Borrowers seeking 15-year mortgages, a popular choice for those looking to refinance, were rewarded with an average interest rate of just 3.11% this week, down from last week’s 3.21% and more than one percentage point lower than a year earlier, according to Freddie Mac’s weekly mortgage rate survey.
The rates on 30-year fixed mortgage also fell, to 3.88% from 3.98% the week before, just short of its own record low of 3.87%, set back in February.
The declines were a reversal from a few weeks ago when it appeared as if interest rates would start to creep up. Frank Nothaft, Freddie’s chief economist, attributed the drop to concerns over the economy brought on by a weak jobs report for the month of March that was released last week.
The news sent Treasury yields tumbling. Mortgage rates closely track 10-year bonds.
“Although the unemployment rate fell to the lowest reading since January 2009, the overall economy added just 120,000 new jobs in March, nearly half that of the market consensus forecast,” he said.
Mortgages are now an extreme bargain for homebuyers and those looking to refinance.

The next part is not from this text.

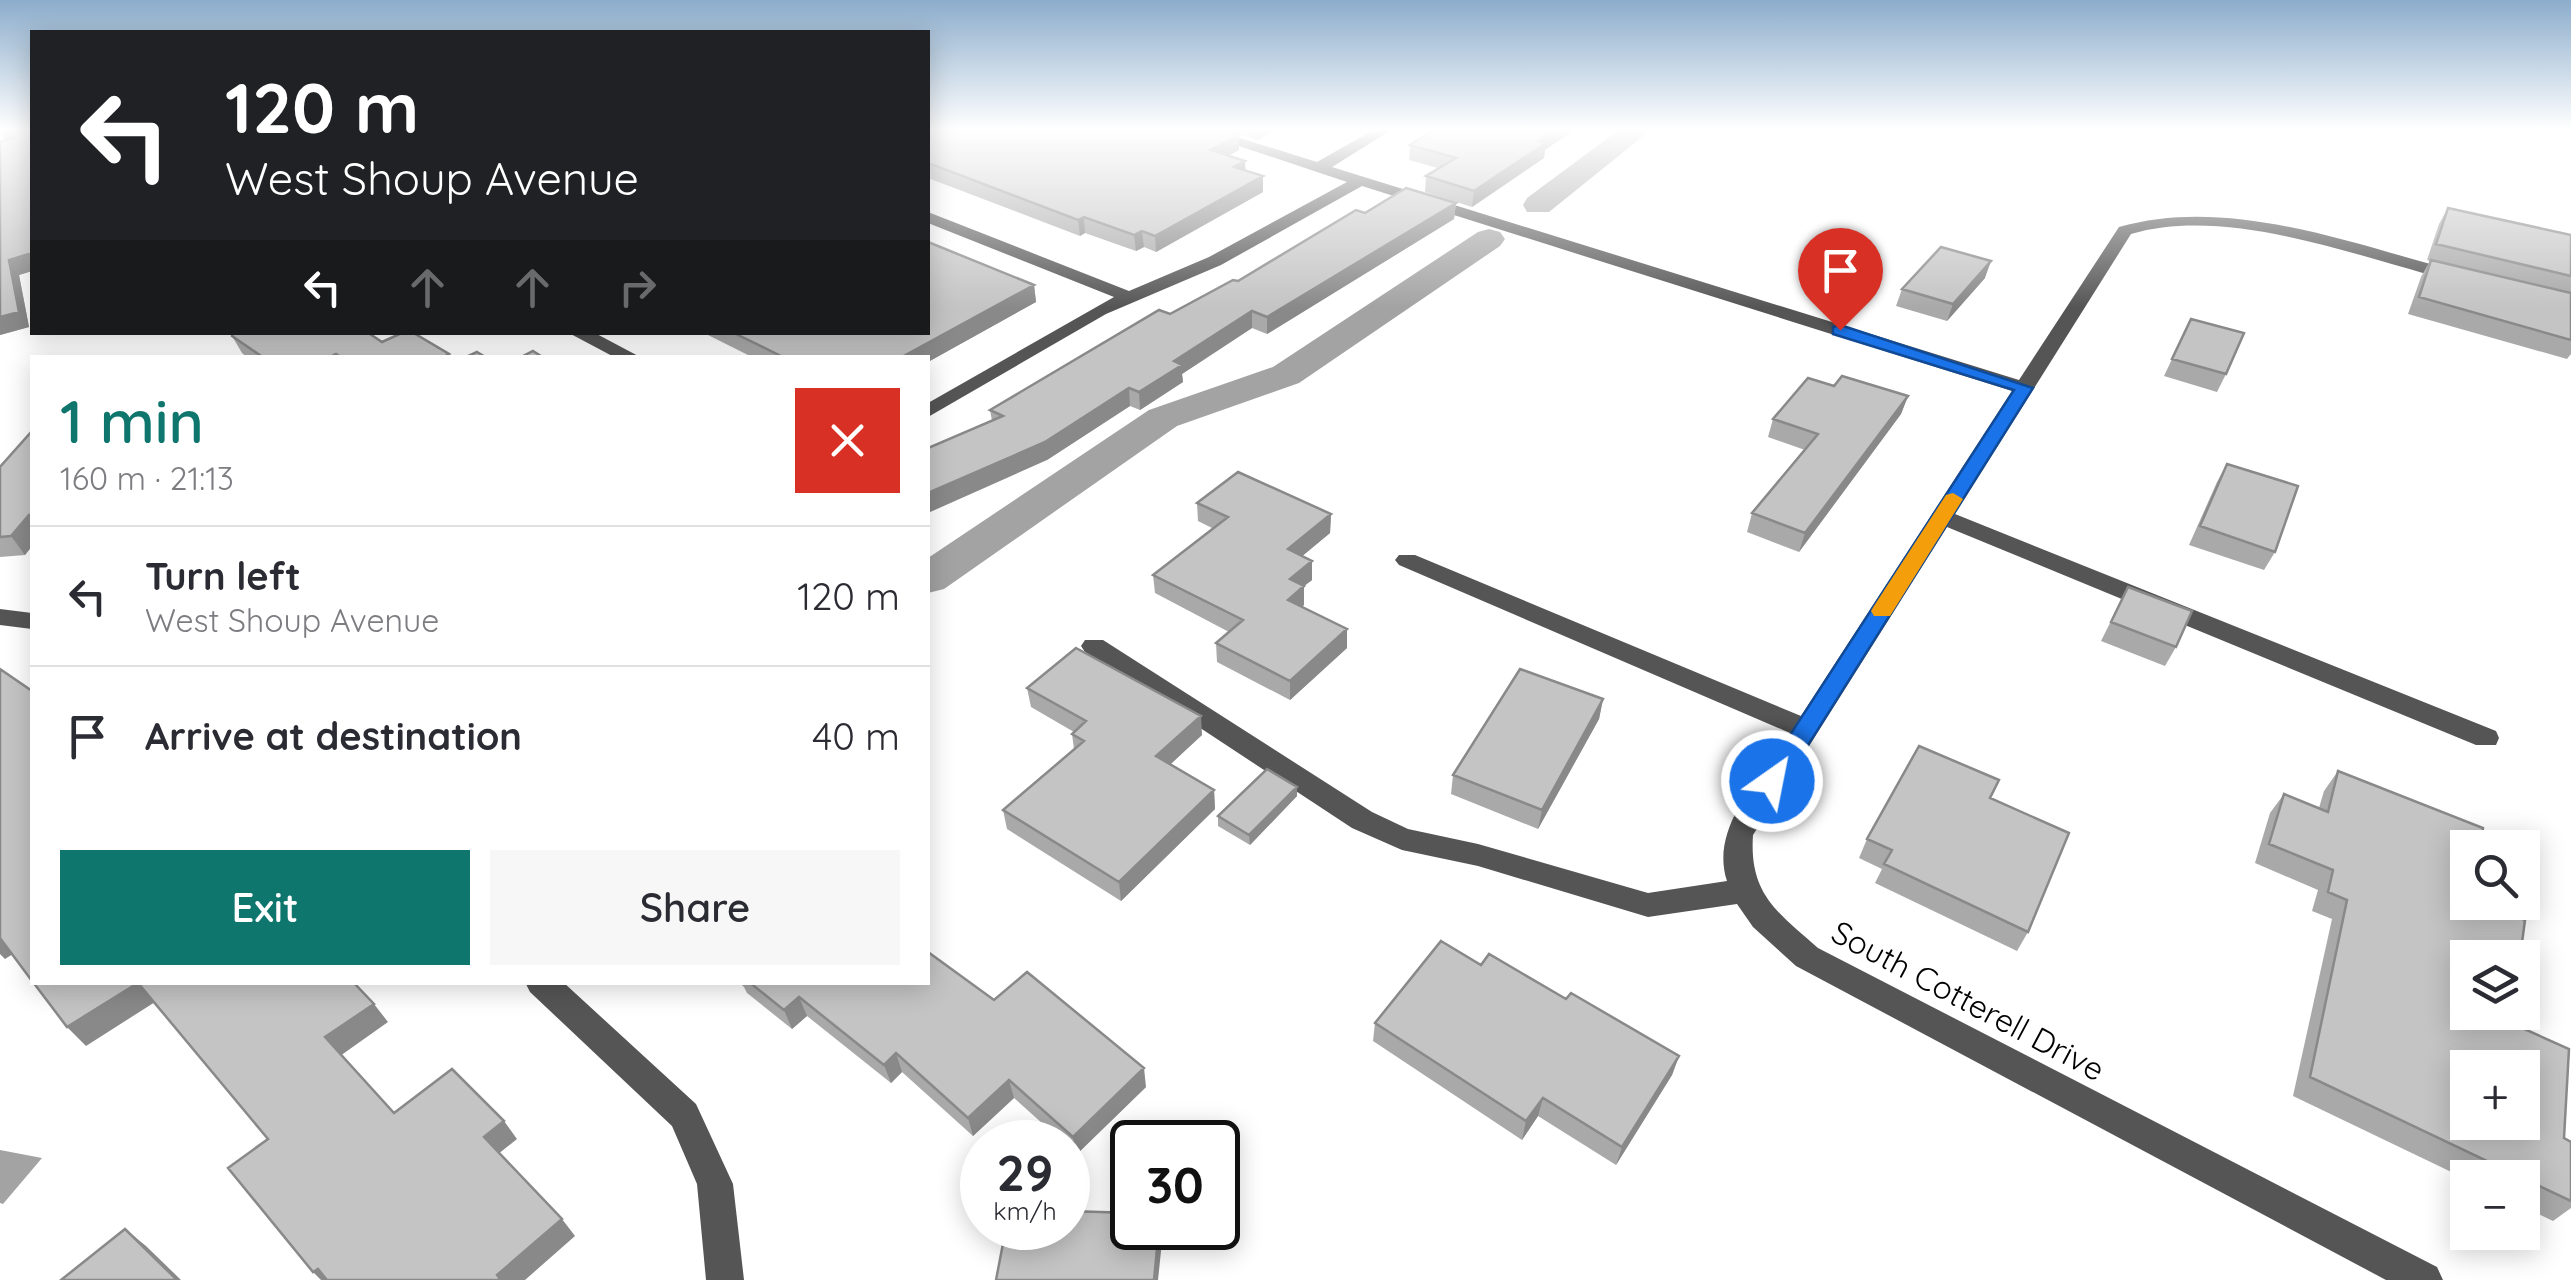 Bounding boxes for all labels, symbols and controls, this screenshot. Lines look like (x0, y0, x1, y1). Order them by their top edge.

Back in 2006, when the housing market was booming, rates for a 30-year fixed loan averaged 6.07%. Monthly payments at that rate for a $200,000 mortgage came to $1,695, an extra $303 compared with payments based on this week’s 30-year rate. Over the life of the 6.07% loan, the total interest paid would amount to $105,000, more than twice as much as current borrowers will pay.
Those holding out for rates to fall even further, shouldn’t wait any longer, according to Keith Gumbinger of HSH.com, a mortgage information company.
“For [rates] to continue to decline, we will need more signs that the economy is cooling and signals that the Federal Reserve will be taking new steps to support it,” he said. “That seems unlikely.”